Like every other year for the past, oh, 5776, there have been weird doings in the Middle East. Naturally, this is reflected in the movies of the 2015 Vancouver Jewish Film Festival, happening November 5 to 12 at the newly renovated Fifth Avenue Cinemas.
The fiction features are a mixed bag, ranging from the delightfully cranky Peter the 3rd to the syrupy Dough, with Romania’s Closer To The Moon (recalling 1968’s tougher Reconstruction) in between.
Some unexpected pleasures come not from drama but from the sitcom realm, Internet division. This year’s fest begins with a big-screen broadcast of excerpts from the web series YidLife Crisis, presented by creators and stars Jamie Elman and Eli Batalion. They’ll also be on stage for a live performance of their shtick, which involves the uneasy but very funny friendship between secular and observant pals.
The best big-screen rewards are found, perhaps as always, in the documentary section, with the following titles singled out for special attention. The rest can be found at vjff.org. What, they want a medal or something?
Raise the Roof
(US/Poland) While it’s no great shakes as filmmaking, this low-key effort follows the loving, international reconstruction of a Polish synagogue typical of the rural marvels eradicated by Nazis early in the Second World War. The result, with a yurt-like exterior and phenomenal ceiling art, conjures the lost, almost animistic world of mystic orientalism that geniuses like Marc Chagall and Ben Shahn came from. Also see Theodore Bikel: In the Shoes of Sholom Aleichem for another look at shtetl life. November 8 (3:30 p.m.)

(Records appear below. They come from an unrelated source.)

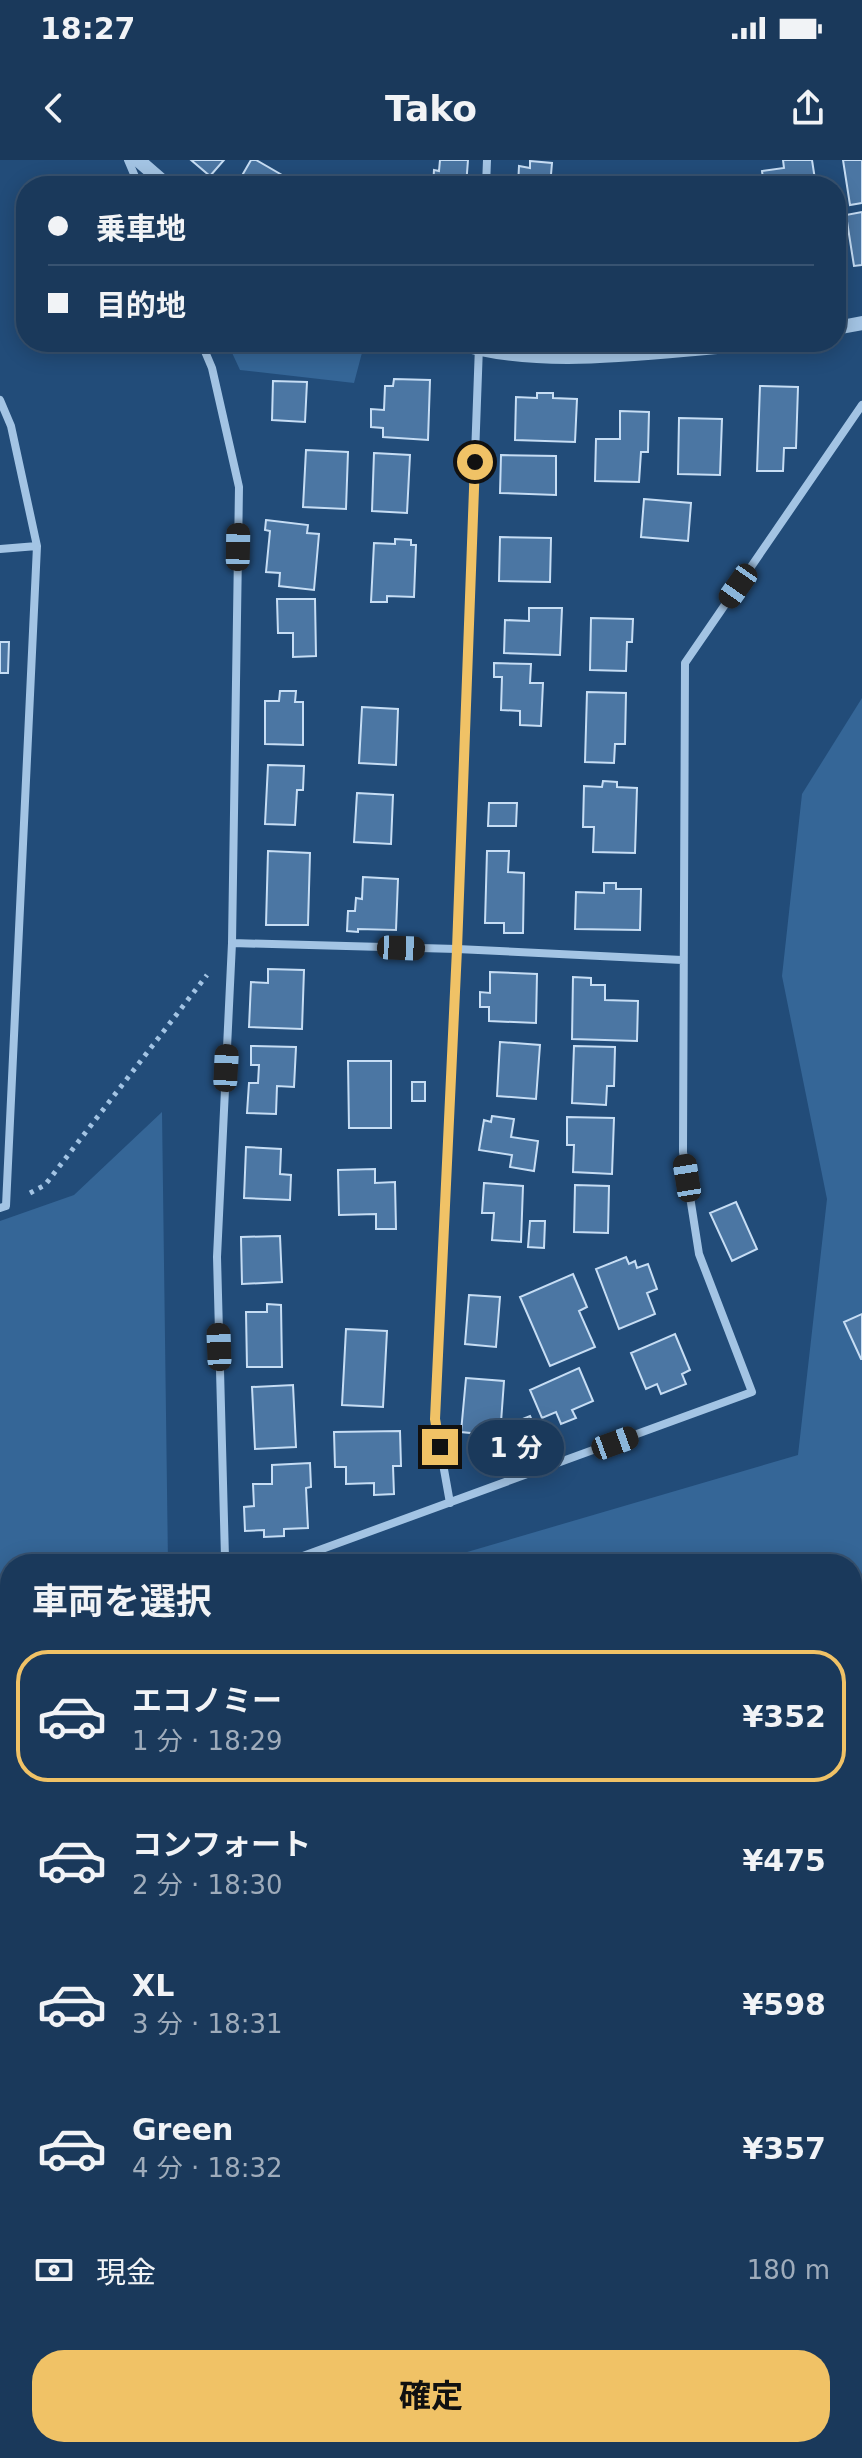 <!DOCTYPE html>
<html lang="ja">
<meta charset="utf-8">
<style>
:root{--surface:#1a395b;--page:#234061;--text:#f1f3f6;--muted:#9facbb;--line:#385371;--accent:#f0c266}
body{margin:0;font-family:"DejaVu Sans","Noto Sans JP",sans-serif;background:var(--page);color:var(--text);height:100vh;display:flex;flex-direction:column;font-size:30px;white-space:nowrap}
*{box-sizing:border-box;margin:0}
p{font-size:26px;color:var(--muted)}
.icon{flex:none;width:44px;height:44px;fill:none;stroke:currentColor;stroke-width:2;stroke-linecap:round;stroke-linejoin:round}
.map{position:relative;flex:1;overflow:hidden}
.side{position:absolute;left:0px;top:1394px;width:862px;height:904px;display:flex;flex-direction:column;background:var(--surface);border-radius:32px 32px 0 0;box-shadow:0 4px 20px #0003,0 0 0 2px var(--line)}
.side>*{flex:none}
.hud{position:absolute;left:16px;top:16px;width:830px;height:176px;border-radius:32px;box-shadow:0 4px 20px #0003,0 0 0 2px var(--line);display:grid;align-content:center;height:176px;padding:0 32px;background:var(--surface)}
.end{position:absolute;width:36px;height:36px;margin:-18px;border:10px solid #f0c266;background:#111;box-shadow:0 0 0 4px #111}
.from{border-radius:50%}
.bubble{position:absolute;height:56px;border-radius:28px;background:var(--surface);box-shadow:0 4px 20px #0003,0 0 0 2px var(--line);font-size:26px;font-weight:700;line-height:56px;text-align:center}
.car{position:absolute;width:24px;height:48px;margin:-24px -12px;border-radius:10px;box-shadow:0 0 6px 2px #0007;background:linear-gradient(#222 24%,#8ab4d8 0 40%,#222 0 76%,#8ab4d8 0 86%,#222 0)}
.hud b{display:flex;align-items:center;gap:28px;height:76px;font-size:30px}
.hud b+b{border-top:2px solid var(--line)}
.hud i{width:20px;height:20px;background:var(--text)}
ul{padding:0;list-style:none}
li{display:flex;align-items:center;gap:24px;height:132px;margin:0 16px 12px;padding:0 16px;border:4px solid transparent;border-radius:32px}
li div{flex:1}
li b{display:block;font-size:30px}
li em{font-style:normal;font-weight:700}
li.selected{border-color:var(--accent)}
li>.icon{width:72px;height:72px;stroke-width:1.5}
h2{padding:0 32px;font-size:36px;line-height:96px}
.pay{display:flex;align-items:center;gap:20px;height:88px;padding:0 32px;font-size:30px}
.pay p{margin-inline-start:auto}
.button{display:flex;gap:16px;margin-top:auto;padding:16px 32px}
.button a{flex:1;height:92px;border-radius:32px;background:var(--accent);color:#111;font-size:32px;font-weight:700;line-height:92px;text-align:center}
.status{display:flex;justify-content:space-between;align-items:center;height:56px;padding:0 40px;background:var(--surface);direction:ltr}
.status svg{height:22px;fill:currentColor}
header{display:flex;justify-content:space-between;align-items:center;height:104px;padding:0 32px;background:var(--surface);font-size:36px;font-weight:700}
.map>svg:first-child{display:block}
.green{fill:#356697}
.building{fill:#4b76a3;stroke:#c6ddf4;stroke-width:2}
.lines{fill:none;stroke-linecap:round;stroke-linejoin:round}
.path{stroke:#a3c4e4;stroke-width:5;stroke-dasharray:4 6;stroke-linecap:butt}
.minor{stroke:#a3c4e4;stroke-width:8}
.tertiary{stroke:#a3c4e4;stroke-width:14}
.route{stroke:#f0c266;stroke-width:10}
</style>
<div class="status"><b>18:27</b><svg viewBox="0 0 49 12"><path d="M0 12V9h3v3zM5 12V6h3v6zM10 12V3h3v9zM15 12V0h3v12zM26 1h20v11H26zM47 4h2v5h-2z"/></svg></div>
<header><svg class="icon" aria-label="back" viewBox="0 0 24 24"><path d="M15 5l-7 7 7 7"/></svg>Tako<svg class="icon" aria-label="share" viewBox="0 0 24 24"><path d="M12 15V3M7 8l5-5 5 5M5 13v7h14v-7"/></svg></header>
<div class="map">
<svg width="862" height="2298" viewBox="0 0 862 2298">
<rect width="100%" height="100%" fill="#224c79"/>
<path class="green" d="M227,182H337L363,189L354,223L240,210Z
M862,538V2298H0V1061L74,1035L162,952L168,1404H10V2288H852V1404H426L798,1295L827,1039L782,816L802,634Z"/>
<path class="building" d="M191,0H224L210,16Z
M251,0H256L301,26H236Z
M440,0H468L466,26H433L434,10L439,11Z
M783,0H812L816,26H764L762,11L784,8Z
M843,0H862V43L850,45Z
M530,1L552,3L550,26H518L519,6L530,8Z
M862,52V105L854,106L846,55Z
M394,219L430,220L428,280L383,277V268L371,267V249L384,250L385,226H393Z
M273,221L307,222L305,262L272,260Z
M760,226L798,227L796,288H784L783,311H757Z
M537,233H553V238L577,239L575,282L515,280L516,237L537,238Z
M620,251L649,252L648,292H641L639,322L595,321L596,279H620Z
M679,258L722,259L720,315L678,314Z
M306,290L348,292L346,349L303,347Z
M374,293L410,295L407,353L372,351Z
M501,295L556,296V335L500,333Z
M644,339L691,343L688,381L641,377Z
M266,360L308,365L307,373L319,374L314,430L279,426L280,413L266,412L270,371L265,370Z
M500,377L551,378L550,422L499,421Z
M395,379L411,380V385H416L414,437L387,436V442H371L374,383L395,384Z
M277,439H315L316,496L293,497V473H278Z
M529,448H562L560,495L504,493L505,460L529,461Z
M591,458L633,459L632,482H627L626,511L590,510Z
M0,482H9L8,513H0Z
M494,503L531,504L530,523H543L541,566L520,565V551L501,550L502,517H494Z
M280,531H296L295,542H303V585L265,584V541H279Z
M587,532L626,533L625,584H615L614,603L585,602Z
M362,547L398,549L396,605L359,603Z
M268,605L304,606L303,630H297L295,665L265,664Z
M603,621L617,622V627L637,628L635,693L593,692L594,667H583L584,626L602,627Z
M357,633L393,635L391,684L354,682Z
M489,643H517L516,666H488Z
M268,691L310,693L308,765H266Z
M487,691H509L508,712L524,713L523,773H504V763H485Z
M363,717L398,719L396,770L358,769V772L347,771L348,751H355L356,738L362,739Z
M604,723H616V729H641L640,770L575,769L576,732L604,733Z
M268,809L304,810L302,869L249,867L251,822L268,823Z
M490,812L537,814L536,863L489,861V847H480V832L490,833Z
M573,817L591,818V825H605V840L638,841L637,881L572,879Z
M500,882L540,885L536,939L497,936Z
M251,886L296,887L294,927L277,926L276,954L247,953L249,923H258L259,905H251Z
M574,886L615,887L614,926H607L606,945L572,943Z
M348,901H391V968H349Z
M412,922H425V941H412Z
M492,956L514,959L511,977L538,981L534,1011L510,1007L512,995L479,990L484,960L491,962Z
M567,957L614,958L612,1014L573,1012L574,985H567Z
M246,987L281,989L280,1014L291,1015L290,1040L244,1038Z
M375,1009V1023L395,1022L396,1069H376V1054L339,1055L338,1010Z
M484,1023L523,1026L521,1082L492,1080L494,1053H482Z
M575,1025L609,1026L608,1073L574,1072Z
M736,1042L757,1089L732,1101L710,1053Z
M530,1061H545L544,1088L528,1087Z
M280,1076L282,1122L242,1124L241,1077Z
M626,1097L629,1104L635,1101L637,1108L648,1104L657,1129L647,1133L655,1154L619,1169L596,1109Z
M573,1114L587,1147L579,1151L595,1187L550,1206L520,1137Z
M469,1135L500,1137L496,1187L465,1184Z
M267,1144L281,1145L282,1207H247L246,1152H267Z
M862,1154V1199H861L844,1162Z
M346,1169L387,1171L383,1247L342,1245Z
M675,1174L690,1210L682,1214L686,1224L661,1234L657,1224L646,1229L631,1193Z
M579,1208L593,1241L572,1250L576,1258L561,1264L556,1252L542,1258L530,1230Z
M466,1218L504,1221L500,1276L461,1272Z
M293,1225L296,1287L255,1289L252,1227Z
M530,1256L542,1285L481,1311L475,1297L516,1280L510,1264Z
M400,1271L401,1306H393L394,1334L374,1335V1323L346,1324V1307H335L334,1272Z
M310,1303L311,1327L306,1328L308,1368L284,1369V1376L264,1377V1370L245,1371L244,1347L254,1346L253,1324H272V1305Z"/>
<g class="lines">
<path class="path" d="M30,1033L45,1025L207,815"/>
<path class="minor" d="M128,0L139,26
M486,26L487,0
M201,182L212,208L239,327L232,783L217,1097L225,1398L234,1404
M0,240L11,266L37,386L6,1046L0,1048
M0,389L37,386
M232,783L457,789L682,800
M450,1343L435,1259L457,789L479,186
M281,1404L752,1232L699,1094L683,992L685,503L862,245"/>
<path class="tertiary" d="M138,0L168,26
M836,168L862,163
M455,182C540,210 654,191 743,185L760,182"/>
</g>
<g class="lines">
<path class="route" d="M440,1287L435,1259L457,789L475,302"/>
</g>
</svg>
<i class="end from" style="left:475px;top:302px"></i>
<i class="end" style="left:440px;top:1287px"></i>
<div class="bubble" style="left:468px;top:1260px;width:96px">1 分</div>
<i class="car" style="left:238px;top:387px;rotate:1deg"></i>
<i class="car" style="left:738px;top:426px;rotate:215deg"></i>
<i class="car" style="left:401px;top:788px;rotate:92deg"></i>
<i class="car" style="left:226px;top:908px;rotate:3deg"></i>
<i class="car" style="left:687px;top:1018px;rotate:351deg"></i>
<i class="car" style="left:219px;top:1187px;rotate:358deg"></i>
<i class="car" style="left:615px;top:1283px;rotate:70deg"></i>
<div class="hud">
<b><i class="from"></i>乗車地</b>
<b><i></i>目的地</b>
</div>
<section class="side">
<h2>車両を選択</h2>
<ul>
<li class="selected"><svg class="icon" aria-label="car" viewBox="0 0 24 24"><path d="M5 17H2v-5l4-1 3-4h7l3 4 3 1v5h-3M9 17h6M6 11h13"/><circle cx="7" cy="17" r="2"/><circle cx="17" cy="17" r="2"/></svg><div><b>エコノミー</b><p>1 分 · 18:29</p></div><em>¥352</em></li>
<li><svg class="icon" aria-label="car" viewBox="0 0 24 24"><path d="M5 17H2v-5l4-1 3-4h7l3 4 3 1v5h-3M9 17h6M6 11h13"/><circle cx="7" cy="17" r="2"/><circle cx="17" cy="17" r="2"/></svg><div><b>コンフォート</b><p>2 分 · 18:30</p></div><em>¥475</em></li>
<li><svg class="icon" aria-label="car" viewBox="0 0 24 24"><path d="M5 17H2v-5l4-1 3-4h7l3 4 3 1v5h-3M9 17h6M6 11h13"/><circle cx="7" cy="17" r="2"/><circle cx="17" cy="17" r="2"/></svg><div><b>XL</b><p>3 分 · 18:31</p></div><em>¥598</em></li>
<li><svg class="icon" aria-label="car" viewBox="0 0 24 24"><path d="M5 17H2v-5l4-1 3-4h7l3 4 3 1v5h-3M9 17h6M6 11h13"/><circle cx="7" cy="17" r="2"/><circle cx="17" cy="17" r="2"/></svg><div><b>Green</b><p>4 分 · 18:32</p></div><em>¥357</em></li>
</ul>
<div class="pay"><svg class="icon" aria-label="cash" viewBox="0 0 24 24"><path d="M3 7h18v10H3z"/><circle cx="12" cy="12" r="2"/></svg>現金<p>180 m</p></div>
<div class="button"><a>確定</a></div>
</section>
</div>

East Jerusalem/West Jerusalem
(Israel) The title could fit dozens of docs, but this one gets to the soul of things as Israeli singer-guitarist David Broza defies boundaries by getting Jewish and Arab teenagers together to make meaningful, sometimes Bob Marley-inflected music. Key song: “(What’s So Funny ’bout) Peace, Love and Understanding”. November 7 (9 p.m.)
Rock in The Red Zone
(Israel) California filmmaker Laura Bialis, who previously made the Soviet-era-centred doc Refusenik, here travels to the tiny border town of Sderot, established when the newborn and very cash-strapped state of Israel populated its then-sparse borderlands with Sephardic refugees. These frontier folks remained on the fringes of national life and, in recent years, have been subjected to relentless rocket attacks from the Gaza side. But somehow they’ve managed to produced scores of innovative, genre-fusing musicians, including young Ethiopian singer Hagit Yaso and established rocker Avi Vaknin, who gets especially close to the director. Caught in several kinds of crossfire, these tough artists keep their senses, and hearts, open. November 10 (9 p.m.)
The Singing Abortionist
(Canada) The subject of this hour-long doc is, of course, Henry Morgentaler—“A difficult hero,” according to his key biographer and “basically a rebel at heart” in his own words. Surviving Auschwitz as a teenager, he never lost his wit, his accent, or his anger at injustice and arbitrary authority. “I was able to channel that rage into something socially constructive,” he says, during one of many retrospective clips that show him battling for women’s rights in Canada and also musing on uneasy dealings with his own family. Don’t miss it. November 6 (1:30 p.m.)
Partner With the Enemy
(Israel) The future is writ both large and small in this 60-minute look at two women who went against political, religious, and gender norms to become friends and start their own customs-clearance business between Israel and Palestine. Naturally, they are challenged by the system, by their own families (okay, just husbands), and shocking events in Gaza. “In the Middle East, you’re always on shaky ground,” one says before it’s over. Does it matter which one? November 12 (1:30 p.m.)